The FDA warns that desflurane is not recommended for induction of general anesthesia via a mask in children because of the high incidence of moderate to severe respiratory adverse reactions, including laryngospasm (50%), coughing (72%), breath-holding (68%), increased secretions, (21%), and oxyhemoglobin desaturation (pulse oximetry [SpO2] of <90%, 26%) reported in clinical studies.
Also, desflurane is not approved for maintenance of anesthesia in nonintubated children because of the increased risk for respiratory adverse events relative to isoflurane observed in a clinical safety trial of 300 pediatric patients aged 2 to 16 years (mean, 7.4 years) who received desflurane via a face mask or laryngeal mask airway after induction with intravenous propofol or inhaled sevoflurane.

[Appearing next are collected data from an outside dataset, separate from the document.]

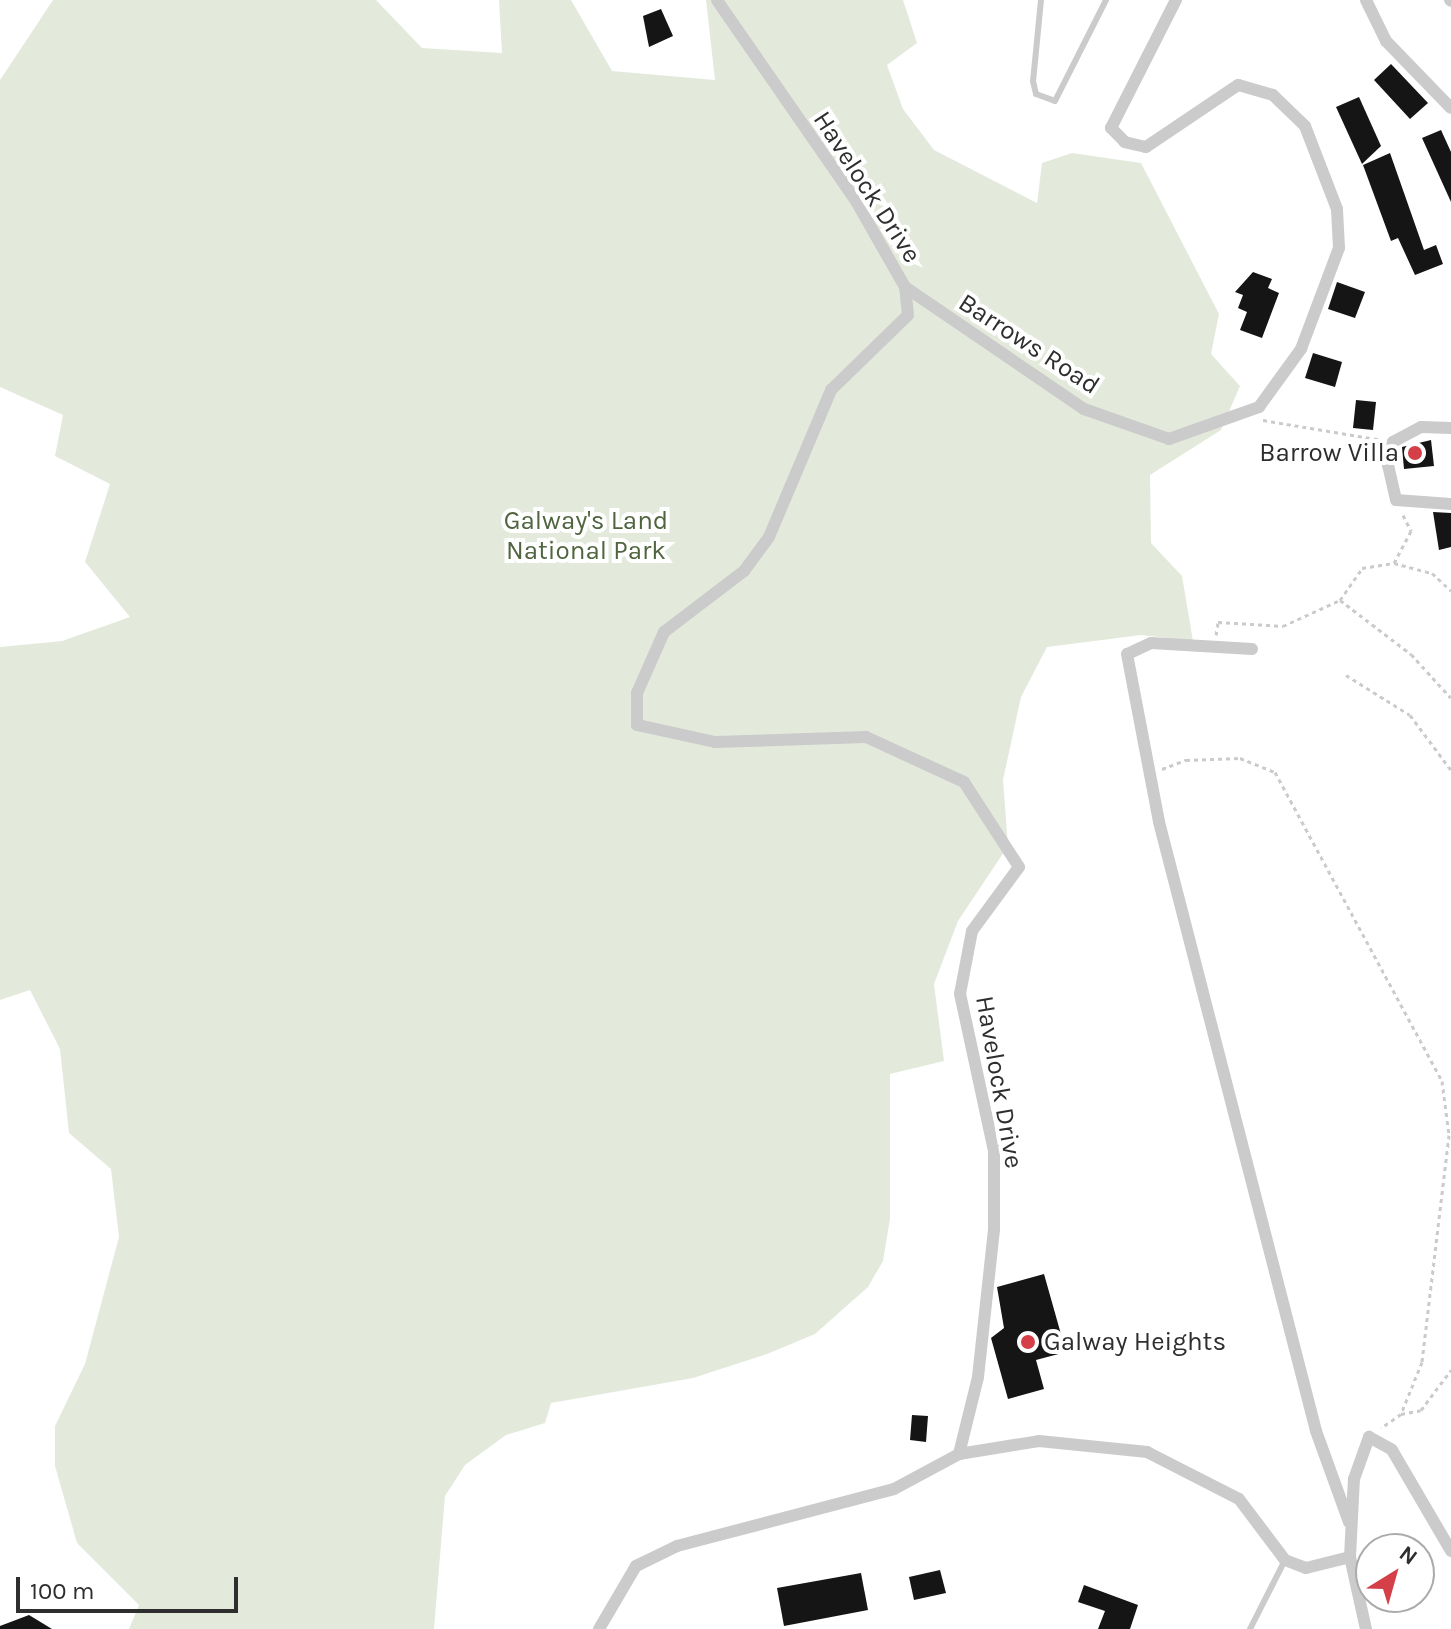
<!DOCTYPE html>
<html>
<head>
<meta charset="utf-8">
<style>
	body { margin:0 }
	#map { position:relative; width:1451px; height:1629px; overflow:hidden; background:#fff; font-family:Karla,sans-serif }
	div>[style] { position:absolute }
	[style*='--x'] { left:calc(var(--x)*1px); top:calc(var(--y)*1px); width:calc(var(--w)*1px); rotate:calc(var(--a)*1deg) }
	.green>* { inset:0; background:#e3eadc }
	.building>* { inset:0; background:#151515 }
	.path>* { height:3px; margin-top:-1.5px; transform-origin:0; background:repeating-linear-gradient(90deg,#cbcbcb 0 4px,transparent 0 8px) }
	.service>* { height:6px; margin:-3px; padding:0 3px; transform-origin:3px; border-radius:3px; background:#cbcbcb }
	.minor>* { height:12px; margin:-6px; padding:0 6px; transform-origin:6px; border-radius:6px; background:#cbcbcb }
	.dots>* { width:22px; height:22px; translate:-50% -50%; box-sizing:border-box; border:4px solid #fff; border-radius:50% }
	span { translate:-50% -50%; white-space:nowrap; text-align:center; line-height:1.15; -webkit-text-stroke:8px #fff; paint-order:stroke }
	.street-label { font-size:26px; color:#2e2e2e }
	.poi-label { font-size:26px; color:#2e2e2e }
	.right { translate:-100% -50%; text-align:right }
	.left { translate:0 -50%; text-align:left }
	.park-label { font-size:26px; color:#50653f }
	.north { position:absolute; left:1355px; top:1533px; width:80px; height:80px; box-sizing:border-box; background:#fff; border:2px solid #ababab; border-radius:50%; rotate:37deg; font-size:22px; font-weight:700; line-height:32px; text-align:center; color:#2e2e2e }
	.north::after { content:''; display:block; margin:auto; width:28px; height:36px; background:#d53f48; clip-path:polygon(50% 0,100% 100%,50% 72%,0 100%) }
	.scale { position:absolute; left:16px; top:1577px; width:222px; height:36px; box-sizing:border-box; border:4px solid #2e2e2e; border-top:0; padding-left:10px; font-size:24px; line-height:28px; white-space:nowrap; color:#2e2e2e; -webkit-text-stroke:6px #fff; paint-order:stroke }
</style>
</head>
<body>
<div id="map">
	<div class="green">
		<div style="clip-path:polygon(53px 0,376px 0,422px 48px,502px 53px,499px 0,571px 0,612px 71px,715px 80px,706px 0,903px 0,917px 43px,887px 65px,903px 109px,934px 150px,1037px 203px,1042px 163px,1072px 153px,1141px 163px,1219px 314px,1211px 354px,1240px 386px,1221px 430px,1150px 475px,1151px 543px,1182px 576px,1193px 641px,1141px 635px,1047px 647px,1021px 697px,1003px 780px,1008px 846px,958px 921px,934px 984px,944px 1061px,890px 1074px,890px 1219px,883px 1261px,868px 1287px,815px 1334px,767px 1354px,693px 1378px,551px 1403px,545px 1423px,506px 1435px,465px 1465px,445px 1496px,434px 1629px,129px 1629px,139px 1605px,77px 1543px,55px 1466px,55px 1426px,85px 1364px,119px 1237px,111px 1169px,69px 1133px,60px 1049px,30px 990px,0 1000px,0 647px,62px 641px,130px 617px,85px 562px,110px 484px,55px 456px,63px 415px,0 387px,0 80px)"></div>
	</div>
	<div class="building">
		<div style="clip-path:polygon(661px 9px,673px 36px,649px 47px,643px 16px)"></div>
		<div style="clip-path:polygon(1391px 64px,1428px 103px,1410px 119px,1374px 80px)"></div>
		<div style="clip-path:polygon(1359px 97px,1381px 146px,1362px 164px,1336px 107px)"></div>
		<div style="clip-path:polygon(1441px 130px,1451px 152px,1451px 202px,1422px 138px)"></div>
		<div style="clip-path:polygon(1390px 153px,1424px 250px,1436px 245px,1443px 264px,1415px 275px,1398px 238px,1391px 241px,1363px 165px)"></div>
		<div style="clip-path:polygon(1253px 272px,1272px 279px,1268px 288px,1279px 293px,1262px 338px,1240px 330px,1247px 312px,1238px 308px,1243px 295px,1235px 292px)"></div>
		<div style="clip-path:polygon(1337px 282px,1365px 292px,1355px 318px,1328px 309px)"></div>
		<div style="clip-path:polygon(1313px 353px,1342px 362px,1335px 387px,1305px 378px)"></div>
		<div style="clip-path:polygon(1356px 400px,1376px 402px,1373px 430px,1353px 428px)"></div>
		<div style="clip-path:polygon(1431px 440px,1434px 466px,1404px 469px,1402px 447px)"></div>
		<div style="clip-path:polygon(1433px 512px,1451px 513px,1451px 547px,1439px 550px)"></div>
		<div style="clip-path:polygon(1044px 1274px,1066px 1352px,1036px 1360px,1044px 1389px,1008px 1399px,991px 1338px,1004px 1328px,997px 1287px)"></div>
		<div style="clip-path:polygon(912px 1415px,928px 1416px,926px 1442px,910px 1440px)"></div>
		<div style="clip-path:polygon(940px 1570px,946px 1593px,914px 1600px,909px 1577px)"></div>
		<div style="clip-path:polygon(861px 1573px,868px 1610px,784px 1626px,777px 1588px)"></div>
		<div style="clip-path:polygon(1084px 1585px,1138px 1605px,1130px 1629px,1098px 1629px,1105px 1611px,1078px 1602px)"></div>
		<div style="clip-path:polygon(29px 1615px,52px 1629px,0 1629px,0 1626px)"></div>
	</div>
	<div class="path">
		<div style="--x:1263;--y:420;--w:121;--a:9.5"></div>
		<div style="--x:1403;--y:515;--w:18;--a:63"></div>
		<div style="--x:1411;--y:531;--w:36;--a:118"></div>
		<div style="--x:1394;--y:563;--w:39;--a:15"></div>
		<div style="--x:1432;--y:573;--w:26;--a:43"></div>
		<div style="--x:1340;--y:600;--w:89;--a:37.3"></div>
		<div style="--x:1411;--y:654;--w:59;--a:47.7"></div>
		<div style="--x:1216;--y:635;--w:13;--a:-81"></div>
		<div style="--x:1218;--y:622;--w:65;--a:3.5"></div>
		<div style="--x:1283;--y:626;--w:63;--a:-24.5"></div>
		<div style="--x:1340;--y:600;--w:39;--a:-55"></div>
		<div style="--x:1362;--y:568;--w:32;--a:-9"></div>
		<div style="--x:1346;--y:675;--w:75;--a:32"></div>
		<div style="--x:1410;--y:715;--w:69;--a:53.3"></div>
		<div style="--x:1162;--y:769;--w:26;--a:-21"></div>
		<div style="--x:1186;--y:760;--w:54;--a:-2.1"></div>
		<div style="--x:1240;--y:758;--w:38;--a:22"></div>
		<div style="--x:1275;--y:772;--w:351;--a:61.6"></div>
		<div style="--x:1442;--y:1081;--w:54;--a:82.6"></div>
		<div style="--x:1449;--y:1135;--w:229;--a:96.8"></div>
		<div style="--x:1422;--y:1362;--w:56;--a:112"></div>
		<div style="--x:1401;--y:1414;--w:24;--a:145"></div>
		<div style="--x:1401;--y:1414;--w:20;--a:-11"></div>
		<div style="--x:1421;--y:1410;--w:50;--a:-53.1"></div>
	</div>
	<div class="service">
		<div style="--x:1041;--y:0;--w:81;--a:95.6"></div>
		<div style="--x:1033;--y:81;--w:13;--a:77"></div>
		<div style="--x:1036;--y:94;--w:20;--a:20"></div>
		<div style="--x:1055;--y:101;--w:113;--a:-63.2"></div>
		<div style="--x:1250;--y:1629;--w:77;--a:-63.1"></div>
	</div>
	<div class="minor">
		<div style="--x:1366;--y:0;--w:46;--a:64"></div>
		<div style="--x:1386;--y:41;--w:93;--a:45.9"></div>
		<div style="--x:1450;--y:0;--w:1;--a:45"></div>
		<div style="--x:905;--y:287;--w:217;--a:34.3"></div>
		<div style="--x:1084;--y:409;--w:90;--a:19.4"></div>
		<div style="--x:1169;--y:439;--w:96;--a:-19.6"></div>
		<div style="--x:1259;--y:407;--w:72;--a:-54.1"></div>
		<div style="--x:1301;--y:349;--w:108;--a:-69.4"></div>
		<div style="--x:1339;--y:248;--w:39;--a:-93"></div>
		<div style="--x:1337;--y:209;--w:89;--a:-111.1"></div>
		<div style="--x:1305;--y:126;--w:45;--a:-135.9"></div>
		<div style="--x:1273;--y:95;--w:36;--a:-164"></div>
		<div style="--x:1238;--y:85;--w:111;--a:146"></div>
		<div style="--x:1146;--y:147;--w:22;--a:-167"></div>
		<div style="--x:1125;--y:142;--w:20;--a:-135"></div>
		<div style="--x:1111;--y:128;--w:144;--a:-63.1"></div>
		<div style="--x:1451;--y:428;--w:30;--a:-178"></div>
		<div style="--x:1421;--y:427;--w:32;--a:152"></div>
		<div style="--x:1393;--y:442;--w:24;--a:102"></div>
		<div style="--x:1388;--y:465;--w:36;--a:77"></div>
		<div style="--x:1396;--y:500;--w:55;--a:4.2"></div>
		<div style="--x:1252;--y:649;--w:101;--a:-176.6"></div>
		<div style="--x:1151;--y:643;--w:26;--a:155"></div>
		<div style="--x:1127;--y:654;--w:171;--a:79.2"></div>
		<div style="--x:1159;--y:822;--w:629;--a:75.54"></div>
		<div style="--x:1316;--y:1431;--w:97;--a:70.1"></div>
		<div style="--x:959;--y:1454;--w:81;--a:-9.2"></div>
		<div style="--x:1039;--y:1441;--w:109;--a:5.8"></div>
		<div style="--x:1147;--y:1452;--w:103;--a:27.1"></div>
		<div style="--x:1239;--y:1499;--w:76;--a:53"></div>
		<div style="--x:1285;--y:1560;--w:22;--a:21"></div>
		<div style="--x:1306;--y:1568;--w:45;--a:-14"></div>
		<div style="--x:1350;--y:1557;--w:78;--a:-87.1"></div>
		<div style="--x:1354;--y:1479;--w:45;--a:-70.3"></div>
		<div style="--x:1369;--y:1437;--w:26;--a:29"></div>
		<div style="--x:1392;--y:1450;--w:117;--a:59.7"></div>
		<div style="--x:1350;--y:1557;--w:74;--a:77.5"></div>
		<div style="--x:599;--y:1629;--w:73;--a:-59.6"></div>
		<div style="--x:636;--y:1566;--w:46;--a:-26"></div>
		<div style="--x:677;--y:1546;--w:224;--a:-14.7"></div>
		<div style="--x:894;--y:1489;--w:74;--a:-28.3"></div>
		<div style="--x:959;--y:1454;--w:79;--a:-76.1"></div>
		<div style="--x:978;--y:1377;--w:148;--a:-83.8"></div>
		<div style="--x:994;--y:1230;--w:79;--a:-90"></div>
		<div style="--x:994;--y:1151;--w:161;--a:-102.2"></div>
		<div style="--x:960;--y:994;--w:64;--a:-79.2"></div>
		<div style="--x:972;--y:931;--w:79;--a:-53.7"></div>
		<div style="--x:1019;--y:867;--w:101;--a:-122.9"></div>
		<div style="--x:964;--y:782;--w:108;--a:-155.3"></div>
		<div style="--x:866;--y:737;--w:151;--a:178.1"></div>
		<div style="--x:715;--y:742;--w:80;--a:-167.7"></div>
		<div style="--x:637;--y:725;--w:32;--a:-90"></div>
		<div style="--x:637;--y:693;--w:67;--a:-66.1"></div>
		<div style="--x:664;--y:632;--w:101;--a:-37.3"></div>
		<div style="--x:744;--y:571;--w:42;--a:-53.7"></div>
		<div style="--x:769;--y:537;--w:160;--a:-67.1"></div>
		<div style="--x:831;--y:390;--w:107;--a:-44.2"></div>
		<div style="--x:908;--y:315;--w:28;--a:-96"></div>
		<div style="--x:905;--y:287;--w:99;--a:-119.7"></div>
		<div style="--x:856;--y:201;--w:244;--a:-124.7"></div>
	</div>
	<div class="dots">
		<div style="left:1415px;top:453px;background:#d53f48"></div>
		<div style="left:1028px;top:1342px;background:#d53f48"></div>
	</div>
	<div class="street-label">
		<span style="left:867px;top:187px;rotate:57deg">Havelock Drive</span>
		<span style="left:1029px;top:344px;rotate:33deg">Barrows Road</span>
		<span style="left:999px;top:1082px;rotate:80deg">Havelock Drive</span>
	</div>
	<div class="poi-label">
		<span class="right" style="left:1399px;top:453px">Barrow Villa</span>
		<span class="left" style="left:1044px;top:1342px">Galway Heights</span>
	</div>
	<div class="park-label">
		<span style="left:586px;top:536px">Galway's Land<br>National Park</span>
	</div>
	<div class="north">N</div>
	<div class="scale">100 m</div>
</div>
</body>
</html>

Study results showed that the overall rate of respiratory adverse events in the desflurane group was 39% and most commonly included coughing (26%), laryngospasm (13%), and secretions (12%); 5% of pediatric patients experienced severe laryngospasm (associated with SpO2 < 90% for > 15 seconds or requiring succinylcholine). The incidence rate for severe laryngospasm was higher in children aged 2 to 6 years (9%) than in those aged 7 to 11 years or 12 to 16 years (1% and 1%, respectively).
Removal of the laryngeal mask airway under deep anesthesia (minimum alveolar concentration [MAC] range, 0.6 – 2.3; mean, 1.12 MAC) was linked to further increases in the rate of respiratory adverse events compared with awake removal or removal under deep anesthesia with isoflurane. The frequency and severity of nonrespiratory adverse events were comparable between the 2 groups.
Desflurane is indicated as an inhalation agent for induction and/or maintenance anesthesia in adults undergoing inpatient or outpatient surgery. Although it is not recommended for anesthetic induction in pediatric patients because of the high risk for moderate to severe upper airway adverse events, it may be used for anesthesia maintenance in infants and children following induction with other agents and tracheal intubation.